Directions:
Start at the top and transcribe every record through the final line exactly.

Data supplied:
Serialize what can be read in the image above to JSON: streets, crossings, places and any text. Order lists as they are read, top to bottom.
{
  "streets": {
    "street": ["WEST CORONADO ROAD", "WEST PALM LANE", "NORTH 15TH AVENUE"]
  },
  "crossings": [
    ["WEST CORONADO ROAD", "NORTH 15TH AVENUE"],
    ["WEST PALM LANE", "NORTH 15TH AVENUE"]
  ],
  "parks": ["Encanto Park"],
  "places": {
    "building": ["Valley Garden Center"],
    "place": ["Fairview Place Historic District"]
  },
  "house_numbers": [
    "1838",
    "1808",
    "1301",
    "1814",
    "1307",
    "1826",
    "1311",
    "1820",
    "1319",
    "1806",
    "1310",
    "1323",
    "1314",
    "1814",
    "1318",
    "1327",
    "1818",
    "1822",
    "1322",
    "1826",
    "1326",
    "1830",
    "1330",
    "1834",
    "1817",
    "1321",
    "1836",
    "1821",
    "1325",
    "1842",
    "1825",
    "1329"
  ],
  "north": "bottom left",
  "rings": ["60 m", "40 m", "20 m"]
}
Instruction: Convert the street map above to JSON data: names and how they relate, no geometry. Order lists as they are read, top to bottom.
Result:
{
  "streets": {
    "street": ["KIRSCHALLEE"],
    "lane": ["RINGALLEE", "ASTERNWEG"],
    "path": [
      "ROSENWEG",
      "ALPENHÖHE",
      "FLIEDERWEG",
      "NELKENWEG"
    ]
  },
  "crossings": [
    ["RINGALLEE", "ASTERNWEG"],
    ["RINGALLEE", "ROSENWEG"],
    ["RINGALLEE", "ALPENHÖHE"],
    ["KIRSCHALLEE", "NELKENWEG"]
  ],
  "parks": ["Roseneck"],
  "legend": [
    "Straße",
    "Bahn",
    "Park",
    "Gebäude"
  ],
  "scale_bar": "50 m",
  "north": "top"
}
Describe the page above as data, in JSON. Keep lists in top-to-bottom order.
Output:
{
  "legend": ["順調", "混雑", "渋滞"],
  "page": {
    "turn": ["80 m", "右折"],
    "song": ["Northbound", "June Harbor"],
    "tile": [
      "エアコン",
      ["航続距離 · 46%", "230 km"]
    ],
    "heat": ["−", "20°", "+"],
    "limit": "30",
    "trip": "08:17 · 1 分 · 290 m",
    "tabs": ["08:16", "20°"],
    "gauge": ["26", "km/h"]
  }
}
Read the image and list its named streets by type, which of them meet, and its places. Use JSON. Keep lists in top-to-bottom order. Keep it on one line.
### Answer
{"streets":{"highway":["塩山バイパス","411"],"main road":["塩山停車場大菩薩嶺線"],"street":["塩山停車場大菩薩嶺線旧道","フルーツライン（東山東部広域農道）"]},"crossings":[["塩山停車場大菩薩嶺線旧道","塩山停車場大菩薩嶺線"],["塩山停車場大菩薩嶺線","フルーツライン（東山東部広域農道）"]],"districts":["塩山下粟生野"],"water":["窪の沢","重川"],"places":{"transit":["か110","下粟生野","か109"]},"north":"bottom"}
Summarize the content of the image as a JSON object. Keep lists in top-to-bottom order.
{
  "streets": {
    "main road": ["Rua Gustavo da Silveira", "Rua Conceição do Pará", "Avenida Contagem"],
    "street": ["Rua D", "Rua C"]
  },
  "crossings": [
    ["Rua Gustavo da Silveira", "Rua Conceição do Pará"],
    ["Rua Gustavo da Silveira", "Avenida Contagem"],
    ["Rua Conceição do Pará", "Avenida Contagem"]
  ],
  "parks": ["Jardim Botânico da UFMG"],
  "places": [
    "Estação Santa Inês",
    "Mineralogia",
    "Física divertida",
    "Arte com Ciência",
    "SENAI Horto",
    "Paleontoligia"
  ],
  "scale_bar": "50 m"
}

Response area:
Serialize what can be read in the image above to JSON: streets, crossings, places and any text. Order lists as they are read, top to bottom.
{
  "streets": {
    "street": ["WEST CORONADO ROAD", "WEST PALM LANE", "NORTH 15TH AVENUE"]
  },
  "crossings": [
    ["WEST CORONADO ROAD", "NORTH 15TH AVENUE"],
    ["WEST PALM LANE", "NORTH 15TH AVENUE"]
  ],
  "parks": ["Encanto Park"],
  "places": {
    "building": ["Valley Garden Center"],
    "place": ["Fairview Place Historic District"]
  },
  "house_numbers": [
    "1838",
    "1808",
    "1301",
    "1814",
    "1307",
    "1826",
    "1311",
    "1820",
    "1319",
    "1806",
    "1310",
    "1323",
    "1314",
    "1814",
    "1318",
    "1327",
    "1818",
    "1822",
    "1322",
    "1826",
    "1326",
    "1830",
    "1330",
    "1834",
    "1817",
    "1321",
    "1836",
    "1821",
    "1325",
    "1842",
    "1825",
    "1329"
  ],
  "north": "bottom left",
  "rings": ["60 m", "40 m", "20 m"]
}
Instruction: Convert the street map above to JSON data: names and how they relate, no geometry. Order lists as they are read, top to bottom.
Result:
{
  "streets": {
    "street": ["KIRSCHALLEE"],
    "lane": ["RINGALLEE", "ASTERNWEG"],
    "path": [
      "ROSENWEG",
      "ALPENHÖHE",
      "FLIEDERWEG",
      "NELKENWEG"
    ]
  },
  "crossings": [
    ["RINGALLEE", "ASTERNWEG"],
    ["RINGALLEE", "ROSENWEG"],
    ["RINGALLEE", "ALPENHÖHE"],
    ["KIRSCHALLEE", "NELKENWEG"]
  ],
  "parks": ["Roseneck"],
  "legend": [
    "Straße",
    "Bahn",
    "Park",
    "Gebäude"
  ],
  "scale_bar": "50 m",
  "north": "top"
}
Describe the page above as data, in JSON. Keep lists in top-to-bottom order.
Output:
{
  "legend": ["順調", "混雑", "渋滞"],
  "page": {
    "turn": ["80 m", "右折"],
    "song": ["Northbound", "June Harbor"],
    "tile": [
      "エアコン",
      ["航続距離 · 46%", "230 km"]
    ],
    "heat": ["−", "20°", "+"],
    "limit": "30",
    "trip": "08:17 · 1 分 · 290 m",
    "tabs": ["08:16", "20°"],
    "gauge": ["26", "km/h"]
  }
}
Read the image and list its named streets by type, which of them meet, and its places. Use JSON. Keep lists in top-to-bottom order. Keep it on one line.
### Answer
{"streets":{"highway":["塩山バイパス","411"],"main road":["塩山停車場大菩薩嶺線"],"street":["塩山停車場大菩薩嶺線旧道","フルーツライン（東山東部広域農道）"]},"crossings":[["塩山停車場大菩薩嶺線旧道","塩山停車場大菩薩嶺線"],["塩山停車場大菩薩嶺線","フルーツライン（東山東部広域農道）"]],"districts":["塩山下粟生野"],"water":["窪の沢","重川"],"places":{"transit":["か110","下粟生野","か109"]},"north":"bottom"}
Summarize the content of the image as a JSON object. Keep lists in top-to-bottom order.
{
  "streets": {
    "main road": ["Rua Gustavo da Silveira", "Rua Conceição do Pará", "Avenida Contagem"],
    "street": ["Rua D", "Rua C"]
  },
  "crossings": [
    ["Rua Gustavo da Silveira", "Rua Conceição do Pará"],
    ["Rua Gustavo da Silveira", "Avenida Contagem"],
    ["Rua Conceição do Pará", "Avenida Contagem"]
  ],
  "parks": ["Jardim Botânico da UFMG"],
  "places": [
    "Estação Santa Inês",
    "Mineralogia",
    "Física divertida",
    "Arte com Ciência",
    "SENAI Horto",
    "Paleontoligia"
  ],
  "scale_bar": "50 m"
}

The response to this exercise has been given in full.